1) Assume the following information concerning two stocks that make up an index. What is the value-weighted return for the index?

Price per Share
Shares Outstanding Beginning of Year End of
Year
  Kirk, Inc. 37,000 $ 53 $ 57  
  Picard Co. 27,000 79 84  

Round intermediate steps and your final answer to four decimals. Enter your answer in decimal format ( EX: XXXX).

2) You want to sell 600 shares of DEF stock at the going market price after the stock reaches $42 a share. Which type of order should you place?

stop

limit

market

good-'til canceled market

3) Which of the following order types could be used to mitigate potential losses from a short sale?

limit sell order

stop loss order

stop buy order

market sell order

Solutions

Expert Solution

1) In calculating the value weighted index return the key factor is the total market capitalization of each company. Hence, the total no. of shares outstanding of each company determine the weight of a stock in a value weighted index.

Calculation of the weighted index return:-

We know, market capitalization = total no. of shares outstanding * market price per share

Total no. of shares outstanding of Kirk Inc. = 37,000

Total no. of shares outstanding of Picard Co. = 27,000

Price per share of Kirk Inc. at the beginning of the year = $53

Price per share of Picard Co. at the beginning of the year = $79

Therefore, the total beginning market capitalization value of the two stocks = [(37,000 * $53) + (27,000 * $79)]

= $1,961,000 + $2,133,000 = $4,094,000

Similarly,

Price per share of Kirk Inc. at the end of the year = $57

Price per share of Picard Co. at the end of the year = $84

Therefore, the total ending market capitalization value of the two stocks = [(37,000 * $57) + (27,000 * $84)]

=$2,109,000 + $2,268,000 = $4,377,000

Hence, the value weighted index return :-

[(Ending market cap value - Beginning market value) / Beginning market cap value]

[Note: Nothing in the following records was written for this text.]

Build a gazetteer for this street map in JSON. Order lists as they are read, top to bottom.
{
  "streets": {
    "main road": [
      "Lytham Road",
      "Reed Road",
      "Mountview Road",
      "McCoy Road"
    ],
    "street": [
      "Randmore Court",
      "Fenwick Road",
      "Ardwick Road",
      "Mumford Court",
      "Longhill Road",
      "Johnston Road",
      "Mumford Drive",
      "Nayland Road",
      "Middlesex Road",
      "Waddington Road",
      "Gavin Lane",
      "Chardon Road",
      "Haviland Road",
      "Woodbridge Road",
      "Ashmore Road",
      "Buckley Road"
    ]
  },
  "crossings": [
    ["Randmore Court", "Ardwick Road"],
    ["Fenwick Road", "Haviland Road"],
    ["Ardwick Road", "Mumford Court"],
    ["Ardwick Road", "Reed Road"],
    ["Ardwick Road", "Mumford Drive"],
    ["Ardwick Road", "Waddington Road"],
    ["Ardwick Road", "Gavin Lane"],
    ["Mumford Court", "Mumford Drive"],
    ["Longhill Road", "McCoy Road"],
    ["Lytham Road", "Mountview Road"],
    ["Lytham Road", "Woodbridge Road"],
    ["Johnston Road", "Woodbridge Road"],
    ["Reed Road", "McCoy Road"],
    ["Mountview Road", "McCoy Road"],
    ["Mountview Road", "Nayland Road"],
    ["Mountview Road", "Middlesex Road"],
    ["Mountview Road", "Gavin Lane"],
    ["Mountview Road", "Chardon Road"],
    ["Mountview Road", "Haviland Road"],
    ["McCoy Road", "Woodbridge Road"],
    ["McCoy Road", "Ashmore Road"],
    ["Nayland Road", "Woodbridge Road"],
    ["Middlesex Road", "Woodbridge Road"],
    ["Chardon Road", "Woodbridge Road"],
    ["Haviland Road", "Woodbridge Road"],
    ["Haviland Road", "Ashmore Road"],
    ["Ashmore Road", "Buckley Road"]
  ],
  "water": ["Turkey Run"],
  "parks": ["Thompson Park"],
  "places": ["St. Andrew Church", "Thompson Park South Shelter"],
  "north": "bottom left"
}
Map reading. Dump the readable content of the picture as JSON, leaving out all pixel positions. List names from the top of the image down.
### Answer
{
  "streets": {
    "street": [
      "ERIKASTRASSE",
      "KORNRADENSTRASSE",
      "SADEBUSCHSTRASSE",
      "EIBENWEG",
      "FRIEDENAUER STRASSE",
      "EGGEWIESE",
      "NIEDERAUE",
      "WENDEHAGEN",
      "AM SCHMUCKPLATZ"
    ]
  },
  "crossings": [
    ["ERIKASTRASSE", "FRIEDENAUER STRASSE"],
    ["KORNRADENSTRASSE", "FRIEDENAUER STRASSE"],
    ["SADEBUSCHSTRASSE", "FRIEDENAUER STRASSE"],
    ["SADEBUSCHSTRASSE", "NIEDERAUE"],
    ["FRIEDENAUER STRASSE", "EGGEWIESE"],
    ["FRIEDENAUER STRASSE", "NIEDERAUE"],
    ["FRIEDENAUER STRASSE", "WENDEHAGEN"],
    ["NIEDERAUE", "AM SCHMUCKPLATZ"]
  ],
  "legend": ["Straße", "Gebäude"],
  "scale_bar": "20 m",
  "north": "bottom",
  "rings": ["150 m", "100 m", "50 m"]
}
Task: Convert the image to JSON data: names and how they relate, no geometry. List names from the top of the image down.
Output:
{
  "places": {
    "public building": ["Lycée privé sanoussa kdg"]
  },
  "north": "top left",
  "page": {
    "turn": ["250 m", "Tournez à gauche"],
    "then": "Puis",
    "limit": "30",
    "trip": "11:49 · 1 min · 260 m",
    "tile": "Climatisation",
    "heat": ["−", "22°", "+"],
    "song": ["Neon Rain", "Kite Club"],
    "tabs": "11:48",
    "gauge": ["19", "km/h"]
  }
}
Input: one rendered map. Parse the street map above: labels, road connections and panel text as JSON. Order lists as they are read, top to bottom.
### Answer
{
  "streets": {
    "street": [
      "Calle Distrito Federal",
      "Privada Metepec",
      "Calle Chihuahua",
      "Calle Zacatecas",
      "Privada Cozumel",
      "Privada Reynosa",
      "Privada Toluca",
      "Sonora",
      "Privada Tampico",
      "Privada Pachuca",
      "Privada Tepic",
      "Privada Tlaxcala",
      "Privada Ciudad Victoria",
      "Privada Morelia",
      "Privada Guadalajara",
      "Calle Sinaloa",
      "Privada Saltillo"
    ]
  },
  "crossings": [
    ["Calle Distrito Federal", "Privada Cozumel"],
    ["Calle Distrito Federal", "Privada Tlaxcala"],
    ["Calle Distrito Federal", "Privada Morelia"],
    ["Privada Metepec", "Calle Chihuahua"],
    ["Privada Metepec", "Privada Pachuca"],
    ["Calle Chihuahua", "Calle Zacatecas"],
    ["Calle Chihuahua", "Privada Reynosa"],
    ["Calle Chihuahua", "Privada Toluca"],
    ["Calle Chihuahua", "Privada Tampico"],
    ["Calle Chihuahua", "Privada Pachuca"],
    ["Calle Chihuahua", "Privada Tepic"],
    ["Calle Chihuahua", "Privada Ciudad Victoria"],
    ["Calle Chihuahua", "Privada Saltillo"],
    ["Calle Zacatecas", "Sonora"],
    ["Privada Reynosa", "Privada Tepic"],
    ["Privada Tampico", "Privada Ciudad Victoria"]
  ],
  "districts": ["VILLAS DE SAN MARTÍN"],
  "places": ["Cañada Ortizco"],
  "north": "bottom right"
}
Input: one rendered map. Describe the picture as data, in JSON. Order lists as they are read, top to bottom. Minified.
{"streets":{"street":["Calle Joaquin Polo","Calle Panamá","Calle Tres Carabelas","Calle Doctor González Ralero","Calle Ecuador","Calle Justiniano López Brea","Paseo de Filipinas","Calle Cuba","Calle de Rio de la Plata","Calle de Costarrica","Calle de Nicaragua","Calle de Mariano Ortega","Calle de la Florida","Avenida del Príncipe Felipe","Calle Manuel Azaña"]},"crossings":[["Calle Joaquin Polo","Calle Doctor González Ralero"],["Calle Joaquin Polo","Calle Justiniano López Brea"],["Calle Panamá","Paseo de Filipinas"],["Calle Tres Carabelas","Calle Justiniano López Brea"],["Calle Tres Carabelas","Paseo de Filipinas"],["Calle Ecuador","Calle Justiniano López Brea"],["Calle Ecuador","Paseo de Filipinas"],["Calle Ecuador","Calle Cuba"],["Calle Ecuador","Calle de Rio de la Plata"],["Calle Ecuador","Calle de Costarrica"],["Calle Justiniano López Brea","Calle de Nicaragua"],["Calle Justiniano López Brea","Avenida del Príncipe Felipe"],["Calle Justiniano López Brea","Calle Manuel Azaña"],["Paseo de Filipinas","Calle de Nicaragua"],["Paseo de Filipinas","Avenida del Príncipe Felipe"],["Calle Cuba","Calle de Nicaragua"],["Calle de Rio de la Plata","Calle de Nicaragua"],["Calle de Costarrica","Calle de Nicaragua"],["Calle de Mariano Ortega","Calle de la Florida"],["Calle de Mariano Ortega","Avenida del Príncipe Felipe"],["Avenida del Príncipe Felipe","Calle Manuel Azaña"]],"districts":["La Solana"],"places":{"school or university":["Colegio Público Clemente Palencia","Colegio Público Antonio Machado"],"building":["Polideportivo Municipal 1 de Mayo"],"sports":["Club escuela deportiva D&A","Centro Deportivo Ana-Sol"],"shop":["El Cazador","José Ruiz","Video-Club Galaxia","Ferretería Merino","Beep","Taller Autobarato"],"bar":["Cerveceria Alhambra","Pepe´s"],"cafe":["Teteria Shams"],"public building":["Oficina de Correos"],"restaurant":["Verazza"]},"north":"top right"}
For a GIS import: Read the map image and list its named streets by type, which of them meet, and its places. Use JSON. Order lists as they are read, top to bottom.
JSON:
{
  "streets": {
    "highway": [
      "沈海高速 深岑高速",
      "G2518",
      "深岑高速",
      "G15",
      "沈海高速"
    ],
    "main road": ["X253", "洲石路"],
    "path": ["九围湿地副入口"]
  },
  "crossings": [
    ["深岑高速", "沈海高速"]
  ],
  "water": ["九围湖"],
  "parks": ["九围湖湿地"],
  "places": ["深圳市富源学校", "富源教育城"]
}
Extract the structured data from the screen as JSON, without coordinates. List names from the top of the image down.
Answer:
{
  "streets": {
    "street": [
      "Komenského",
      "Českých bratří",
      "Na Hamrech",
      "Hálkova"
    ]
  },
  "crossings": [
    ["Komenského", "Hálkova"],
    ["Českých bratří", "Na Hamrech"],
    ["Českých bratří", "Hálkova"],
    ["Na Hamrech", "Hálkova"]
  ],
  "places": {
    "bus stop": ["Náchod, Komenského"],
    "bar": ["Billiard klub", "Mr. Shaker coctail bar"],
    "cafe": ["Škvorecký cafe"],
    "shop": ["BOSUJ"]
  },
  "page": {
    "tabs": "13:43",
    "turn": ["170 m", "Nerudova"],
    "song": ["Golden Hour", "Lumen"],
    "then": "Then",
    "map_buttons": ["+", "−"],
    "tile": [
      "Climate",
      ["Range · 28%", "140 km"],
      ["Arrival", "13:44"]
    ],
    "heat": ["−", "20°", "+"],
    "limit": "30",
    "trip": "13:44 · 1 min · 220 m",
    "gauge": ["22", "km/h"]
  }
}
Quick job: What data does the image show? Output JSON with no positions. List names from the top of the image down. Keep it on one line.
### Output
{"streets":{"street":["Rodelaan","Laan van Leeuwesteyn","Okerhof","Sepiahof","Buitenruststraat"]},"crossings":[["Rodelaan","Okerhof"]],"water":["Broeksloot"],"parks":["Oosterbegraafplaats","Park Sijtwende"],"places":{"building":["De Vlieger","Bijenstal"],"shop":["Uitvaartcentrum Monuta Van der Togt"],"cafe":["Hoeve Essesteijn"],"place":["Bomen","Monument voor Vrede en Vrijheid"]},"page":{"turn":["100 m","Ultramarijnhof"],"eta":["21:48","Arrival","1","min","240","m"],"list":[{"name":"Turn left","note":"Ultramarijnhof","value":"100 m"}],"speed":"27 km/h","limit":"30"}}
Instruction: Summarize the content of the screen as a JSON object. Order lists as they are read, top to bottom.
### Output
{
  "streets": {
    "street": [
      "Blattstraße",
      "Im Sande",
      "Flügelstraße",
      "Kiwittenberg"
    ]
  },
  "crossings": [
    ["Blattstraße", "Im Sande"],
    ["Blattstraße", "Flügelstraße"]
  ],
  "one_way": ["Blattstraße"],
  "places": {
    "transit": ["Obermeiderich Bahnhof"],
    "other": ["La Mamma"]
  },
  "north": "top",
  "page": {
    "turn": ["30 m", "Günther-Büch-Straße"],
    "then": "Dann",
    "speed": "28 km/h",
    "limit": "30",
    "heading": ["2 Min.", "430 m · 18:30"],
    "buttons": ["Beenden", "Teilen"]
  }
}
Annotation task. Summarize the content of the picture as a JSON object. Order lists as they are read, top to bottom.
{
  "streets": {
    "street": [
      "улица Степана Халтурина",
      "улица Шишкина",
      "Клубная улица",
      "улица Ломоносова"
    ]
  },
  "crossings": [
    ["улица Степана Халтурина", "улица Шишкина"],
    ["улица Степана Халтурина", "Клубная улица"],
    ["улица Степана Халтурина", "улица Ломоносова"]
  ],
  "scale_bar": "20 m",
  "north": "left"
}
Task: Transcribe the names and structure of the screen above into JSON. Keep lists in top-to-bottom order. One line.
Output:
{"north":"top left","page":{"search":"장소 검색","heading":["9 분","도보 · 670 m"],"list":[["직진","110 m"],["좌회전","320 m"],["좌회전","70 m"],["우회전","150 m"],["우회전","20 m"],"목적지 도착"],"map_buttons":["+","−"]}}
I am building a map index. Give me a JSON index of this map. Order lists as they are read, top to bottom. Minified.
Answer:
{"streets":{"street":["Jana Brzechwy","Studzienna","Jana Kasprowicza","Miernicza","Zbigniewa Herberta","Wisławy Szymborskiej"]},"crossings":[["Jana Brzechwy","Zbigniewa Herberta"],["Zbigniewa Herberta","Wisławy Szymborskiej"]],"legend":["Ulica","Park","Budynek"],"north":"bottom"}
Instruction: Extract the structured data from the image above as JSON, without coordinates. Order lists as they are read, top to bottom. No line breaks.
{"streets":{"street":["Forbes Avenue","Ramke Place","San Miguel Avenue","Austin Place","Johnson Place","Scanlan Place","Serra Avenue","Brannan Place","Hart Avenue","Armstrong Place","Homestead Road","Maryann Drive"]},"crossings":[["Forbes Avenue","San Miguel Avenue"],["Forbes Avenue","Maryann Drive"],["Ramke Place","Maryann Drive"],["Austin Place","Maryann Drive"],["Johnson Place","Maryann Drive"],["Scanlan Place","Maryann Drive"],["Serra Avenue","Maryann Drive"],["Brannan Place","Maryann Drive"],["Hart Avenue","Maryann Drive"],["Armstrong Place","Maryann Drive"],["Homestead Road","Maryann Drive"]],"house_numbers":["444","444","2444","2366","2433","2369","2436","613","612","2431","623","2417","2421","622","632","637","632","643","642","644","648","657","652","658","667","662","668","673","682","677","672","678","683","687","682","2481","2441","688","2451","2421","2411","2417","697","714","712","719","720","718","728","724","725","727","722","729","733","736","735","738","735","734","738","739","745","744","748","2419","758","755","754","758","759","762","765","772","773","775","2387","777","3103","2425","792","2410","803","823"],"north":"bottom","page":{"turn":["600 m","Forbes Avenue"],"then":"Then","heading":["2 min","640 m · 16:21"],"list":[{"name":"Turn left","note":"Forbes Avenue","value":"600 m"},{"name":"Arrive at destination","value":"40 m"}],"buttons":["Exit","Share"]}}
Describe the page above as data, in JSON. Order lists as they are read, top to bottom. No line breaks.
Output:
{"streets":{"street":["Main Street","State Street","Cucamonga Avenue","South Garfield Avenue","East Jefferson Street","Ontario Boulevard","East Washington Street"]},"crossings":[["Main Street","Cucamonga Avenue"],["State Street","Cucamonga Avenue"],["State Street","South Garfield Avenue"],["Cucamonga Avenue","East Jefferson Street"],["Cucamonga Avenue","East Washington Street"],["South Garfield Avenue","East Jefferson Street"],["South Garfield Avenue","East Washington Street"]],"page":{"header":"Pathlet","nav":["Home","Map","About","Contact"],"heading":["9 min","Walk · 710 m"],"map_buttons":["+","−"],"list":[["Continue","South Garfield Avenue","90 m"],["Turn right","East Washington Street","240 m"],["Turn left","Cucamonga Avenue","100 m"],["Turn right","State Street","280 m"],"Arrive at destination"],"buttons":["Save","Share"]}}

= ($4,377,000 - $4,094,000) / $4,094,000

= $283,000 / $4,094,000

=0.06912

Therefore, the value weighted index return = 0.06912 or 6.912 %

(2) The correct option is Limit Order.

The limit order to buy or sell a stock, only gets executed when the market price of that particular stock crosses the set limit value. Until & unless, the specified value is reached the buy/sell order doesn't get executed.
In case of a buy order, an investor can set the maximum limit price he/she is willing to pay for that stock. It should be set below the current traded market price, because until then a better market price is already available. For example, a particular stock is trading at $50 and the investors wont pay more than $46 for it. Hence, he/she will set the limit buy price at $46. This buy order will only get active after the stock price falls down to $46 and then it will get executed at the next available market price.

Similarly, in case of a sell order, an investor can set the minimum limit price he/she is willing to pay for that stock. It should be set above the current traded market price, because until then a better market price is already available. For example, if one wants to sell the stock which is currently trading at $50, only after it reaches $55. He/she would set the limit sell price at $55. The sell order won't get active until its market price reaches $55. As soon as it reaches $55, the limit order to sell gets activated. The stock is then sold at the next available best market price.

3) The correct option is stop buy order.

In a stop loss order, a stop-loss trigger price is set by the investor, which is when achieved, the market order to buy or sell the stock gets activated.
The investor with a short sale position wants the security price to decrease to profit from the short sale. He/she would be adversely affected if that security price rises sharply in the market. Hence in order to protect himself/herself from the potential losses from the sharp rise in the security market price in the short sale position, the investor would set a buy-stop order, which then turns into a market order after the stop loss trigger price as sset by the investor is attained.

For example, a short sale trader is wants to short sell a stock at $40. He would set the stop buy order price nearabout $40, say, $42 to protect himself from the stock price even rising above this price. Once the stop price is triggered the order will get activated and turn into a market order, buying the share at the next current market price.